- The task: Please reproduce the following records exactly, with nothing omitted.

Items from a data source:
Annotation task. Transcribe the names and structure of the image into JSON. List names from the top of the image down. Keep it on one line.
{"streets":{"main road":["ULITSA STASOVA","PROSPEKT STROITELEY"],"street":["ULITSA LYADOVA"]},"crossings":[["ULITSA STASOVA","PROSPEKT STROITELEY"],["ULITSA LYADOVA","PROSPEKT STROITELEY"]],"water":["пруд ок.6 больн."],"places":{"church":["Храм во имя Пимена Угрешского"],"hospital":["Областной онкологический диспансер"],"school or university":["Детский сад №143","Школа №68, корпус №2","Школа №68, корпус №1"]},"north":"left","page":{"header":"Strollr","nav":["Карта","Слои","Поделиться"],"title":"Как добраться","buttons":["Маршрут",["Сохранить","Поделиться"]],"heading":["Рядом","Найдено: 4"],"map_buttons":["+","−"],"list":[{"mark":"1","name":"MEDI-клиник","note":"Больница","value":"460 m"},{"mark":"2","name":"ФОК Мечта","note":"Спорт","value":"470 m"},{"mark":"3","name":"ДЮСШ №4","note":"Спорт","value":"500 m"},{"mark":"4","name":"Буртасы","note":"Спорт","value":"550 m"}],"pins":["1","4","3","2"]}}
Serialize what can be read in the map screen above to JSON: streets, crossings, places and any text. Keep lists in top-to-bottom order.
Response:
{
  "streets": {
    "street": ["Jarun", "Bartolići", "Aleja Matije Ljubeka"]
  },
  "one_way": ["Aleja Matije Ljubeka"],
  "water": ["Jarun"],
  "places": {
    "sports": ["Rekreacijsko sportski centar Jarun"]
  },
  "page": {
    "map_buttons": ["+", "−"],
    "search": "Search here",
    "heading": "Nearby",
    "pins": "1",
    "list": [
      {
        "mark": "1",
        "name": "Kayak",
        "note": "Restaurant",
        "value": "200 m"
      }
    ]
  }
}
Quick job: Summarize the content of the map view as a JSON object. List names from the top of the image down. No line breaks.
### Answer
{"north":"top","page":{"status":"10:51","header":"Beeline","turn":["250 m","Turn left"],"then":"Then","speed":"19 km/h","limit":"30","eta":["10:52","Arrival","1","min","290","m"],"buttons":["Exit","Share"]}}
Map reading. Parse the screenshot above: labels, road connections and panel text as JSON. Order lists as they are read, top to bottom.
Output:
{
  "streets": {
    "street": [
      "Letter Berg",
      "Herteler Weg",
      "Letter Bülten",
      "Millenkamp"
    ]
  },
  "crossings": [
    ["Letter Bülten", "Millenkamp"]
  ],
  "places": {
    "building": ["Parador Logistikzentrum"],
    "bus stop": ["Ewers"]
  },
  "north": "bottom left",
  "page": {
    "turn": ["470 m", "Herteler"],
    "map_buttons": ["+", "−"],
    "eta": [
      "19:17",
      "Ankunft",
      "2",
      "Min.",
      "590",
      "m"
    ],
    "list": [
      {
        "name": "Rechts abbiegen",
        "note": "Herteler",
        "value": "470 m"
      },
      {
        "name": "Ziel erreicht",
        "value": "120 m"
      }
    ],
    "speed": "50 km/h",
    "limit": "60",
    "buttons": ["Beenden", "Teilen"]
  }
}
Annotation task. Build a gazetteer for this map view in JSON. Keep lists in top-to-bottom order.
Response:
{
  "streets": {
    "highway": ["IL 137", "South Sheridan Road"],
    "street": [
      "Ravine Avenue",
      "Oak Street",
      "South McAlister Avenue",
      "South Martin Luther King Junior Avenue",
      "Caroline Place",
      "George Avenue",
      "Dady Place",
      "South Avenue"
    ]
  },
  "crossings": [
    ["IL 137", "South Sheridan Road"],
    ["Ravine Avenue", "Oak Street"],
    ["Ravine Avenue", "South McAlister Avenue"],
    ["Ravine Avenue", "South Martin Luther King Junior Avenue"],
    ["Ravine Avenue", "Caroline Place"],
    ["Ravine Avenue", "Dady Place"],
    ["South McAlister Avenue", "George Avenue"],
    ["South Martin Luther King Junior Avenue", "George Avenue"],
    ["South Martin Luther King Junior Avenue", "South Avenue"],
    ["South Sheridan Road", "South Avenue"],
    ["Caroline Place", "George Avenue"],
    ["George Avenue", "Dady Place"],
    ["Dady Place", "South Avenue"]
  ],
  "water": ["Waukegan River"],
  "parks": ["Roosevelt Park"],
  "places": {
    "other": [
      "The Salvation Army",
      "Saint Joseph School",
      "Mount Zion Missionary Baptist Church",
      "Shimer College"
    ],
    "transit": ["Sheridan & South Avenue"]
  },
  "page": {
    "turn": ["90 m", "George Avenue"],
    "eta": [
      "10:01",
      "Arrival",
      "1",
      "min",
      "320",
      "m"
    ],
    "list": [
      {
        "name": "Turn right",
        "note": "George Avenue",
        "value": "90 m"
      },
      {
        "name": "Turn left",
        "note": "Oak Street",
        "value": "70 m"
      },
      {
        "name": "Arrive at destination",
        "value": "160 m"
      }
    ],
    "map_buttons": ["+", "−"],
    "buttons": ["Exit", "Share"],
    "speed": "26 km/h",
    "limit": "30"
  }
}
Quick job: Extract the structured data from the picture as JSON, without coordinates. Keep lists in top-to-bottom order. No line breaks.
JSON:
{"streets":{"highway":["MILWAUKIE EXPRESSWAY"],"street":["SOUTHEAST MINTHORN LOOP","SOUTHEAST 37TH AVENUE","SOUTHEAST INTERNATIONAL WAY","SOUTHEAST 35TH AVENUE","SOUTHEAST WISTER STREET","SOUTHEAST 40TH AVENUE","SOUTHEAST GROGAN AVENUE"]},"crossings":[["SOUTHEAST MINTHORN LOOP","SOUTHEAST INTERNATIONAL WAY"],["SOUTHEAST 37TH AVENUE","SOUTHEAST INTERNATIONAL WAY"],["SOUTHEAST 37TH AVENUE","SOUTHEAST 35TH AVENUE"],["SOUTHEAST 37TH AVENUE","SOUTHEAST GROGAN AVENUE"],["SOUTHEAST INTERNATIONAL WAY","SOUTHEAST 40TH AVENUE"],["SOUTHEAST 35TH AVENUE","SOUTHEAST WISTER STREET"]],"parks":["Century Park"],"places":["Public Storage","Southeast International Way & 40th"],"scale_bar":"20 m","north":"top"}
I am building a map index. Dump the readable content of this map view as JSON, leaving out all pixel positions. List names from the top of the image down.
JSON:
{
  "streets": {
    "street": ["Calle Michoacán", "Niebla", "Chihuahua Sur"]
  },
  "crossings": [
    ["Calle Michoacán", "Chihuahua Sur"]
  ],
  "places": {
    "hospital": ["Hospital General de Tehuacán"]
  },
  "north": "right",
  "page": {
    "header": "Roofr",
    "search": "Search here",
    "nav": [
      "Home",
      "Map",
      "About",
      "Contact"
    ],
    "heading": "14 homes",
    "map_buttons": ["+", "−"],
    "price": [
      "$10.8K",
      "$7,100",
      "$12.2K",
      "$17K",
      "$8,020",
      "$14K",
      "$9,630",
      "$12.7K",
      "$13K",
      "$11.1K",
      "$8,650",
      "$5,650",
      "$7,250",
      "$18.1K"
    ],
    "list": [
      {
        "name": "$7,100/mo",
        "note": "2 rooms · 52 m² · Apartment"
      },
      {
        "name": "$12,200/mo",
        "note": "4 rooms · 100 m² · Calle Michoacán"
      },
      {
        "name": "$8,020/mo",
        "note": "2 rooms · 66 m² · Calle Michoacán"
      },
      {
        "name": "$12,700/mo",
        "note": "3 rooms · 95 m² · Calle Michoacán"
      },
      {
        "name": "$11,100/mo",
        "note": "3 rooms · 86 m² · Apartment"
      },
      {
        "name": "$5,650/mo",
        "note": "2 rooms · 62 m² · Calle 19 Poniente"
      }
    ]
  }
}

- Exercise response:
Annotation task. Transcribe the names and structure of the image into JSON. List names from the top of the image down. Keep it on one line.
{"streets":{"main road":["ULITSA STASOVA","PROSPEKT STROITELEY"],"street":["ULITSA LYADOVA"]},"crossings":[["ULITSA STASOVA","PROSPEKT STROITELEY"],["ULITSA LYADOVA","PROSPEKT STROITELEY"]],"water":["пруд ок.6 больн."],"places":{"church":["Храм во имя Пимена Угрешского"],"hospital":["Областной онкологический диспансер"],"school or university":["Детский сад №143","Школа №68, корпус №2","Школа №68, корпус №1"]},"north":"left","page":{"header":"Strollr","nav":["Карта","Слои","Поделиться"],"title":"Как добраться","buttons":["Маршрут",["Сохранить","Поделиться"]],"heading":["Рядом","Найдено: 4"],"map_buttons":["+","−"],"list":[{"mark":"1","name":"MEDI-клиник","note":"Больница","value":"460 m"},{"mark":"2","name":"ФОК Мечта","note":"Спорт","value":"470 m"},{"mark":"3","name":"ДЮСШ №4","note":"Спорт","value":"500 m"},{"mark":"4","name":"Буртасы","note":"Спорт","value":"550 m"}],"pins":["1","4","3","2"]}}
Serialize what can be read in the map screen above to JSON: streets, crossings, places and any text. Keep lists in top-to-bottom order.
Response:
{
  "streets": {
    "street": ["Jarun", "Bartolići", "Aleja Matije Ljubeka"]
  },
  "one_way": ["Aleja Matije Ljubeka"],
  "water": ["Jarun"],
  "places": {
    "sports": ["Rekreacijsko sportski centar Jarun"]
  },
  "page": {
    "map_buttons": ["+", "−"],
    "search": "Search here",
    "heading": "Nearby",
    "pins": "1",
    "list": [
      {
        "mark": "1",
        "name": "Kayak",
        "note": "Restaurant",
        "value": "200 m"
      }
    ]
  }
}
Quick job: Summarize the content of the map view as a JSON object. List names from the top of the image down. No line breaks.
### Answer
{"north":"top","page":{"status":"10:51","header":"Beeline","turn":["250 m","Turn left"],"then":"Then","speed":"19 km/h","limit":"30","eta":["10:52","Arrival","1","min","290","m"],"buttons":["Exit","Share"]}}
Map reading. Parse the screenshot above: labels, road connections and panel text as JSON. Order lists as they are read, top to bottom.
Output:
{
  "streets": {
    "street": [
      "Letter Berg",
      "Herteler Weg",
      "Letter Bülten",
      "Millenkamp"
    ]
  },
  "crossings": [
    ["Letter Bülten", "Millenkamp"]
  ],
  "places": {
    "building": ["Parador Logistikzentrum"],
    "bus stop": ["Ewers"]
  },
  "north": "bottom left",
  "page": {
    "turn": ["470 m", "Herteler"],
    "map_buttons": ["+", "−"],
    "eta": [
      "19:17",
      "Ankunft",
      "2",
      "Min.",
      "590",
      "m"
    ],
    "list": [
      {
        "name": "Rechts abbiegen",
        "note": "Herteler",
        "value": "470 m"
      },
      {
        "name": "Ziel erreicht",
        "value": "120 m"
      }
    ],
    "speed": "50 km/h",
    "limit": "60",
    "buttons": ["Beenden", "Teilen"]
  }
}
Annotation task. Build a gazetteer for this map view in JSON. Keep lists in top-to-bottom order.
Response:
{
  "streets": {
    "highway": ["IL 137", "South Sheridan Road"],
    "street": [
      "Ravine Avenue",
      "Oak Street",
      "South McAlister Avenue",
      "South Martin Luther King Junior Avenue",
      "Caroline Place",
      "George Avenue",
      "Dady Place",
      "South Avenue"
    ]
  },
  "crossings": [
    ["IL 137", "South Sheridan Road"],
    ["Ravine Avenue", "Oak Street"],
    ["Ravine Avenue", "South McAlister Avenue"],
    ["Ravine Avenue", "South Martin Luther King Junior Avenue"],
    ["Ravine Avenue", "Caroline Place"],
    ["Ravine Avenue", "Dady Place"],
    ["South McAlister Avenue", "George Avenue"],
    ["South Martin Luther King Junior Avenue", "George Avenue"],
    ["South Martin Luther King Junior Avenue", "South Avenue"],
    ["South Sheridan Road", "South Avenue"],
    ["Caroline Place", "George Avenue"],
    ["George Avenue", "Dady Place"],
    ["Dady Place", "South Avenue"]
  ],
  "water": ["Waukegan River"],
  "parks": ["Roosevelt Park"],
  "places": {
    "other": [
      "The Salvation Army",
      "Saint Joseph School",
      "Mount Zion Missionary Baptist Church",
      "Shimer College"
    ],
    "transit": ["Sheridan & South Avenue"]
  },
  "page": {
    "turn": ["90 m", "George Avenue"],
    "eta": [
      "10:01",
      "Arrival",
      "1",
      "min",
      "320",
      "m"
    ],
    "list": [
      {
        "name": "Turn right",
        "note": "George Avenue",
        "value": "90 m"
      },
      {
        "name": "Turn left",
        "note": "Oak Street",
        "value": "70 m"
      },
      {
        "name": "Arrive at destination",
        "value": "160 m"
      }
    ],
    "map_buttons": ["+", "−"],
    "buttons": ["Exit", "Share"],
    "speed": "26 km/h",
    "limit": "30"
  }
}
Quick job: Extract the structured data from the picture as JSON, without coordinates. Keep lists in top-to-bottom order. No line breaks.
JSON:
{"streets":{"highway":["MILWAUKIE EXPRESSWAY"],"street":["SOUTHEAST MINTHORN LOOP","SOUTHEAST 37TH AVENUE","SOUTHEAST INTERNATIONAL WAY","SOUTHEAST 35TH AVENUE","SOUTHEAST WISTER STREET","SOUTHEAST 40TH AVENUE","SOUTHEAST GROGAN AVENUE"]},"crossings":[["SOUTHEAST MINTHORN LOOP","SOUTHEAST INTERNATIONAL WAY"],["SOUTHEAST 37TH AVENUE","SOUTHEAST INTERNATIONAL WAY"],["SOUTHEAST 37TH AVENUE","SOUTHEAST 35TH AVENUE"],["SOUTHEAST 37TH AVENUE","SOUTHEAST GROGAN AVENUE"],["SOUTHEAST INTERNATIONAL WAY","SOUTHEAST 40TH AVENUE"],["SOUTHEAST 35TH AVENUE","SOUTHEAST WISTER STREET"]],"parks":["Century Park"],"places":["Public Storage","Southeast International Way & 40th"],"scale_bar":"20 m","north":"top"}
I am building a map index. Dump the readable content of this map view as JSON, leaving out all pixel positions. List names from the top of the image down.
JSON:
{
  "streets": {
    "street": ["Calle Michoacán", "Niebla", "Chihuahua Sur"]
  },
  "crossings": [
    ["Calle Michoacán", "Chihuahua Sur"]
  ],
  "places": {
    "hospital": ["Hospital General de Tehuacán"]
  },
  "north": "right",
  "page": {
    "header": "Roofr",
    "search": "Search here",
    "nav": [
      "Home",
      "Map",
      "About",
      "Contact"
    ],
    "heading": "14 homes",
    "map_buttons": ["+", "−"],
    "price": [
      "$10.8K",
      "$7,100",
      "$12.2K",
      "$17K",
      "$8,020",
      "$14K",
      "$9,630",
      "$12.7K",
      "$13K",
      "$11.1K",
      "$8,650",
      "$5,650",
      "$7,250",
      "$18.1K"
    ],
    "list": [
      {
        "name": "$7,100/mo",
        "note": "2 rooms · 52 m² · Apartment"
      },
      {
        "name": "$12,200/mo",
        "note": "4 rooms · 100 m² · Calle Michoacán"
      },
      {
        "name": "$8,020/mo",
        "note": "2 rooms · 66 m² · Calle Michoacán"
      },
      {
        "name": "$12,700/mo",
        "note": "3 rooms · 95 m² · Calle Michoacán"
      },
      {
        "name": "$11,100/mo",
        "note": "3 rooms · 86 m² · Apartment"
      },
      {
        "name": "$5,650/mo",
        "note": "2 rooms · 62 m² · Calle 19 Poniente"
      }
    ]
  }
}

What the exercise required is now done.